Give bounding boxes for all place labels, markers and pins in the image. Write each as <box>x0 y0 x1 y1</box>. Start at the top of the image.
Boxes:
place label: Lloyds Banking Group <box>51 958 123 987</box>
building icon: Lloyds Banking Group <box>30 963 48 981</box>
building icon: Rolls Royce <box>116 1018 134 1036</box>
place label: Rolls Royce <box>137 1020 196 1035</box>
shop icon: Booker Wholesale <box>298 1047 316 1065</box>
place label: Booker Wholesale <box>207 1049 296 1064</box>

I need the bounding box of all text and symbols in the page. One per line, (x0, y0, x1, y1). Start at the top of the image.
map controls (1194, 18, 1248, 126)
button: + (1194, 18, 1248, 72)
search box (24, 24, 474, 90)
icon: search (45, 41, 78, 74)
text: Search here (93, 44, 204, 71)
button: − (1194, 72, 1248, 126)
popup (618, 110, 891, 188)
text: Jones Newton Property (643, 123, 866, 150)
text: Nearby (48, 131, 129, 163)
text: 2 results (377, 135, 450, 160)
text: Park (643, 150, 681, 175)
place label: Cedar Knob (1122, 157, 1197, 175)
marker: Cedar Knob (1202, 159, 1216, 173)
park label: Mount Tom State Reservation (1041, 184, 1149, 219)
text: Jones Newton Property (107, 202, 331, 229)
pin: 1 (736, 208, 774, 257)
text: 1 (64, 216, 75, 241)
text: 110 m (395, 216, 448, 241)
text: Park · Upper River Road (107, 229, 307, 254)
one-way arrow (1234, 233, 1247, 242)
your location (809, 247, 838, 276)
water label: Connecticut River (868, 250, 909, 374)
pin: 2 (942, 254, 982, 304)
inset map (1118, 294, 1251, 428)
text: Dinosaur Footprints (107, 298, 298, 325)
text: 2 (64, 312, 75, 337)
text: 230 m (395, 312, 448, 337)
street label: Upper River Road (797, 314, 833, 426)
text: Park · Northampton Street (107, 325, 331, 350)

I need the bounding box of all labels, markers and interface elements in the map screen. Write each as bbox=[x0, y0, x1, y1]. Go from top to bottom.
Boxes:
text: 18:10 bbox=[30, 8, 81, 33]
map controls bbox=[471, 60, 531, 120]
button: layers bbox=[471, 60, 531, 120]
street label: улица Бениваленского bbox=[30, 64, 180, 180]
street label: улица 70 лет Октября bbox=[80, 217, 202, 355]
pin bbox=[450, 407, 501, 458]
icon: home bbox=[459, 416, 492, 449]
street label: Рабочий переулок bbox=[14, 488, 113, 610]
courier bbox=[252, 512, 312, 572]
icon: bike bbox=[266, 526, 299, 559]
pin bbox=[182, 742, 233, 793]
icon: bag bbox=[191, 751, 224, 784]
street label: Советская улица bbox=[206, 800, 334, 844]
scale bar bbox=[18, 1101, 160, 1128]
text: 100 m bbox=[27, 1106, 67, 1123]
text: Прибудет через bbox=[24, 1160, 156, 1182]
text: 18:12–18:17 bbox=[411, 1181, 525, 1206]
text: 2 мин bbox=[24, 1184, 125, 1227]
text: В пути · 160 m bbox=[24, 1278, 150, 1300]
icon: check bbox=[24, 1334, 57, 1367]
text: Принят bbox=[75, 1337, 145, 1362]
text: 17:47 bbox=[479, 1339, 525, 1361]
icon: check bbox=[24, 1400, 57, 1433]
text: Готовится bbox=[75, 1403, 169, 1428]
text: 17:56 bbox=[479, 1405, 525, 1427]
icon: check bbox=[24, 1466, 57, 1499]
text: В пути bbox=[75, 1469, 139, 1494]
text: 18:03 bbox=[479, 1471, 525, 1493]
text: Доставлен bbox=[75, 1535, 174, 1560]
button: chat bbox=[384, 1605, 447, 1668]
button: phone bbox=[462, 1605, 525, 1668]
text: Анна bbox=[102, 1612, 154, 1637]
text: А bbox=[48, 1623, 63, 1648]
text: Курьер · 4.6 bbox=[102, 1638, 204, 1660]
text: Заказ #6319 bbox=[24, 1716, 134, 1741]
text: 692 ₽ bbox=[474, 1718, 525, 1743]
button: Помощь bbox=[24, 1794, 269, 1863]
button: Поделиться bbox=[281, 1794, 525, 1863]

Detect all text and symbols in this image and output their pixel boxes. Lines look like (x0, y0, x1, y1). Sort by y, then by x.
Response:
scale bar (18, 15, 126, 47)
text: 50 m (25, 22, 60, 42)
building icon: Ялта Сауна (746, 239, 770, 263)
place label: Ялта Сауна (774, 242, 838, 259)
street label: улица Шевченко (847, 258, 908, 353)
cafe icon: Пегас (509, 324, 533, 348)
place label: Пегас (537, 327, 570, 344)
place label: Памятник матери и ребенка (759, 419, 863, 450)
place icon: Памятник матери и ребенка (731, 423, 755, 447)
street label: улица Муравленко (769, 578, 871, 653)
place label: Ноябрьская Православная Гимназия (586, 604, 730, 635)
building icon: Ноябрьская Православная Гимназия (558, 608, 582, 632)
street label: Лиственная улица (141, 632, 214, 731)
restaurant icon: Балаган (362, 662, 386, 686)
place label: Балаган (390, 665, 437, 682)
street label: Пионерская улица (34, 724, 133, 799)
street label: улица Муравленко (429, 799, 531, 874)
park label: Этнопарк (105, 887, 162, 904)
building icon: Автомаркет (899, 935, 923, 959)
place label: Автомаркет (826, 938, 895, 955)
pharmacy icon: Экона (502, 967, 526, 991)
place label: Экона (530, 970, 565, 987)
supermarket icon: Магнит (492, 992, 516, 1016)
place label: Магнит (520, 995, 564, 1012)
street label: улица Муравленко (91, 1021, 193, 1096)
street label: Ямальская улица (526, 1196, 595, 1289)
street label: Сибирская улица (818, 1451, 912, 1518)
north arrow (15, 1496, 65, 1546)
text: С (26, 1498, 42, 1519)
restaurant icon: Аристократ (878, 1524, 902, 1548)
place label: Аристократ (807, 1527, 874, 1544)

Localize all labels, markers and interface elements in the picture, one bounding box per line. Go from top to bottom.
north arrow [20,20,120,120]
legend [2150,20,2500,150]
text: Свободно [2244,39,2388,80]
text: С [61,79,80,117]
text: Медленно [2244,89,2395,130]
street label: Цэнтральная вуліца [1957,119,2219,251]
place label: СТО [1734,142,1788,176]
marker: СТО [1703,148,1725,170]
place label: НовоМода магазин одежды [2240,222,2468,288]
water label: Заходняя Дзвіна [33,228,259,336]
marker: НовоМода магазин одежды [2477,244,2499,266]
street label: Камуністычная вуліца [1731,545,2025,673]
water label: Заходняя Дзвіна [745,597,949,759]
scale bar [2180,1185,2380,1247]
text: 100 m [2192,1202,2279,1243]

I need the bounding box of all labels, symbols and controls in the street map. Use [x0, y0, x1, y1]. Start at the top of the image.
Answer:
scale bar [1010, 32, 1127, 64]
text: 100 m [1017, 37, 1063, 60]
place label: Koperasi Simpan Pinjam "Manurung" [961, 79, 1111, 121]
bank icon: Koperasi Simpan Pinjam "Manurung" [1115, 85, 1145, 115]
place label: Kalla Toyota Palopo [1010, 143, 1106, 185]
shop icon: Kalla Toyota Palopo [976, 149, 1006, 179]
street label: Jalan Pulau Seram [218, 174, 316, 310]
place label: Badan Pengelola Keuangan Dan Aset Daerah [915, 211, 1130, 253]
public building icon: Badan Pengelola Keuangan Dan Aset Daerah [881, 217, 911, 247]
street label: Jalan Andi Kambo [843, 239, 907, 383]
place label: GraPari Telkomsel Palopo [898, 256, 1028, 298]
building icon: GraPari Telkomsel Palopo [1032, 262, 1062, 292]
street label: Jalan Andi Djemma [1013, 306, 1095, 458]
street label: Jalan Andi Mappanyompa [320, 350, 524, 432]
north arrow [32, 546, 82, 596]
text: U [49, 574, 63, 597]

--------

Exercise prompt: Retype the listing above exactly as it appears.

Result:
Give bounding boxes for all place labels, markers and pins in the image. Write each as <box>x0 y0 x1 y1</box>. Start at the top of the image.
Boxes:
place label: Lloyds Banking Group <box>51 958 123 987</box>
building icon: Lloyds Banking Group <box>30 963 48 981</box>
building icon: Rolls Royce <box>116 1018 134 1036</box>
place label: Rolls Royce <box>137 1020 196 1035</box>
shop icon: Booker Wholesale <box>298 1047 316 1065</box>
place label: Booker Wholesale <box>207 1049 296 1064</box>

I need the bounding box of all text and symbols in the page. One per line, (x0, y0, x1, y1). Start at the top of the image.
map controls (1194, 18, 1248, 126)
button: + (1194, 18, 1248, 72)
search box (24, 24, 474, 90)
icon: search (45, 41, 78, 74)
text: Search here (93, 44, 204, 71)
button: − (1194, 72, 1248, 126)
popup (618, 110, 891, 188)
text: Jones Newton Property (643, 123, 866, 150)
text: Nearby (48, 131, 129, 163)
text: 2 results (377, 135, 450, 160)
text: Park (643, 150, 681, 175)
place label: Cedar Knob (1122, 157, 1197, 175)
marker: Cedar Knob (1202, 159, 1216, 173)
park label: Mount Tom State Reservation (1041, 184, 1149, 219)
text: Jones Newton Property (107, 202, 331, 229)
pin: 1 (736, 208, 774, 257)
text: 1 (64, 216, 75, 241)
text: 110 m (395, 216, 448, 241)
text: Park · Upper River Road (107, 229, 307, 254)
one-way arrow (1234, 233, 1247, 242)
your location (809, 247, 838, 276)
water label: Connecticut River (868, 250, 909, 374)
pin: 2 (942, 254, 982, 304)
inset map (1118, 294, 1251, 428)
text: Dinosaur Footprints (107, 298, 298, 325)
text: 2 (64, 312, 75, 337)
text: 230 m (395, 312, 448, 337)
street label: Upper River Road (797, 314, 833, 426)
text: Park · Northampton Street (107, 325, 331, 350)

I need the bounding box of all labels, markers and interface elements in the map screen. Write each as bbox=[x0, y0, x1, y1]. Go from top to bottom.
Boxes:
text: 18:10 bbox=[30, 8, 81, 33]
map controls bbox=[471, 60, 531, 120]
button: layers bbox=[471, 60, 531, 120]
street label: улица Бениваленского bbox=[30, 64, 180, 180]
street label: улица 70 лет Октября bbox=[80, 217, 202, 355]
pin bbox=[450, 407, 501, 458]
icon: home bbox=[459, 416, 492, 449]
street label: Рабочий переулок bbox=[14, 488, 113, 610]
courier bbox=[252, 512, 312, 572]
icon: bike bbox=[266, 526, 299, 559]
pin bbox=[182, 742, 233, 793]
icon: bag bbox=[191, 751, 224, 784]
street label: Советская улица bbox=[206, 800, 334, 844]
scale bar bbox=[18, 1101, 160, 1128]
text: 100 m bbox=[27, 1106, 67, 1123]
text: Прибудет через bbox=[24, 1160, 156, 1182]
text: 18:12–18:17 bbox=[411, 1181, 525, 1206]
text: 2 мин bbox=[24, 1184, 125, 1227]
text: В пути · 160 m bbox=[24, 1278, 150, 1300]
icon: check bbox=[24, 1334, 57, 1367]
text: Принят bbox=[75, 1337, 145, 1362]
text: 17:47 bbox=[479, 1339, 525, 1361]
icon: check bbox=[24, 1400, 57, 1433]
text: Готовится bbox=[75, 1403, 169, 1428]
text: 17:56 bbox=[479, 1405, 525, 1427]
icon: check bbox=[24, 1466, 57, 1499]
text: В пути bbox=[75, 1469, 139, 1494]
text: 18:03 bbox=[479, 1471, 525, 1493]
text: Доставлен bbox=[75, 1535, 174, 1560]
button: chat bbox=[384, 1605, 447, 1668]
button: phone bbox=[462, 1605, 525, 1668]
text: Анна bbox=[102, 1612, 154, 1637]
text: А bbox=[48, 1623, 63, 1648]
text: Курьер · 4.6 bbox=[102, 1638, 204, 1660]
text: Заказ #6319 bbox=[24, 1716, 134, 1741]
text: 692 ₽ bbox=[474, 1718, 525, 1743]
button: Помощь bbox=[24, 1794, 269, 1863]
button: Поделиться bbox=[281, 1794, 525, 1863]

Detect all text and symbols in this image and output their pixel boxes. Lines look like (x0, y0, x1, y1). Sort by y, then by x.
Response:
scale bar (18, 15, 126, 47)
text: 50 m (25, 22, 60, 42)
building icon: Ялта Сауна (746, 239, 770, 263)
place label: Ялта Сауна (774, 242, 838, 259)
street label: улица Шевченко (847, 258, 908, 353)
cafe icon: Пегас (509, 324, 533, 348)
place label: Пегас (537, 327, 570, 344)
place label: Памятник матери и ребенка (759, 419, 863, 450)
place icon: Памятник матери и ребенка (731, 423, 755, 447)
street label: улица Муравленко (769, 578, 871, 653)
place label: Ноябрьская Православная Гимназия (586, 604, 730, 635)
building icon: Ноябрьская Православная Гимназия (558, 608, 582, 632)
street label: Лиственная улица (141, 632, 214, 731)
restaurant icon: Балаган (362, 662, 386, 686)
place label: Балаган (390, 665, 437, 682)
street label: Пионерская улица (34, 724, 133, 799)
street label: улица Муравленко (429, 799, 531, 874)
park label: Этнопарк (105, 887, 162, 904)
building icon: Автомаркет (899, 935, 923, 959)
place label: Автомаркет (826, 938, 895, 955)
pharmacy icon: Экона (502, 967, 526, 991)
place label: Экона (530, 970, 565, 987)
supermarket icon: Магнит (492, 992, 516, 1016)
place label: Магнит (520, 995, 564, 1012)
street label: улица Муравленко (91, 1021, 193, 1096)
street label: Ямальская улица (526, 1196, 595, 1289)
street label: Сибирская улица (818, 1451, 912, 1518)
north arrow (15, 1496, 65, 1546)
text: С (26, 1498, 42, 1519)
restaurant icon: Аристократ (878, 1524, 902, 1548)
place label: Аристократ (807, 1527, 874, 1544)

Localize all labels, markers and interface elements in the picture, one bounding box per line. Go from top to bottom.
north arrow [20,20,120,120]
legend [2150,20,2500,150]
text: Свободно [2244,39,2388,80]
text: С [61,79,80,117]
text: Медленно [2244,89,2395,130]
street label: Цэнтральная вуліца [1957,119,2219,251]
place label: СТО [1734,142,1788,176]
marker: СТО [1703,148,1725,170]
place label: НовоМода магазин одежды [2240,222,2468,288]
water label: Заходняя Дзвіна [33,228,259,336]
marker: НовоМода магазин одежды [2477,244,2499,266]
street label: Камуністычная вуліца [1731,545,2025,673]
water label: Заходняя Дзвіна [745,597,949,759]
scale bar [2180,1185,2380,1247]
text: 100 m [2192,1202,2279,1243]

I need the bounding box of all labels, symbols and controls in the street map. Use [x0, y0, x1, y1]. Start at the top of the image.
Answer:
scale bar [1010, 32, 1127, 64]
text: 100 m [1017, 37, 1063, 60]
place label: Koperasi Simpan Pinjam "Manurung" [961, 79, 1111, 121]
bank icon: Koperasi Simpan Pinjam "Manurung" [1115, 85, 1145, 115]
place label: Kalla Toyota Palopo [1010, 143, 1106, 185]
shop icon: Kalla Toyota Palopo [976, 149, 1006, 179]
street label: Jalan Pulau Seram [218, 174, 316, 310]
place label: Badan Pengelola Keuangan Dan Aset Daerah [915, 211, 1130, 253]
public building icon: Badan Pengelola Keuangan Dan Aset Daerah [881, 217, 911, 247]
street label: Jalan Andi Kambo [843, 239, 907, 383]
place label: GraPari Telkomsel Palopo [898, 256, 1028, 298]
building icon: GraPari Telkomsel Palopo [1032, 262, 1062, 292]
street label: Jalan Andi Djemma [1013, 306, 1095, 458]
street label: Jalan Andi Mappanyompa [320, 350, 524, 432]
north arrow [32, 546, 82, 596]
text: U [49, 574, 63, 597]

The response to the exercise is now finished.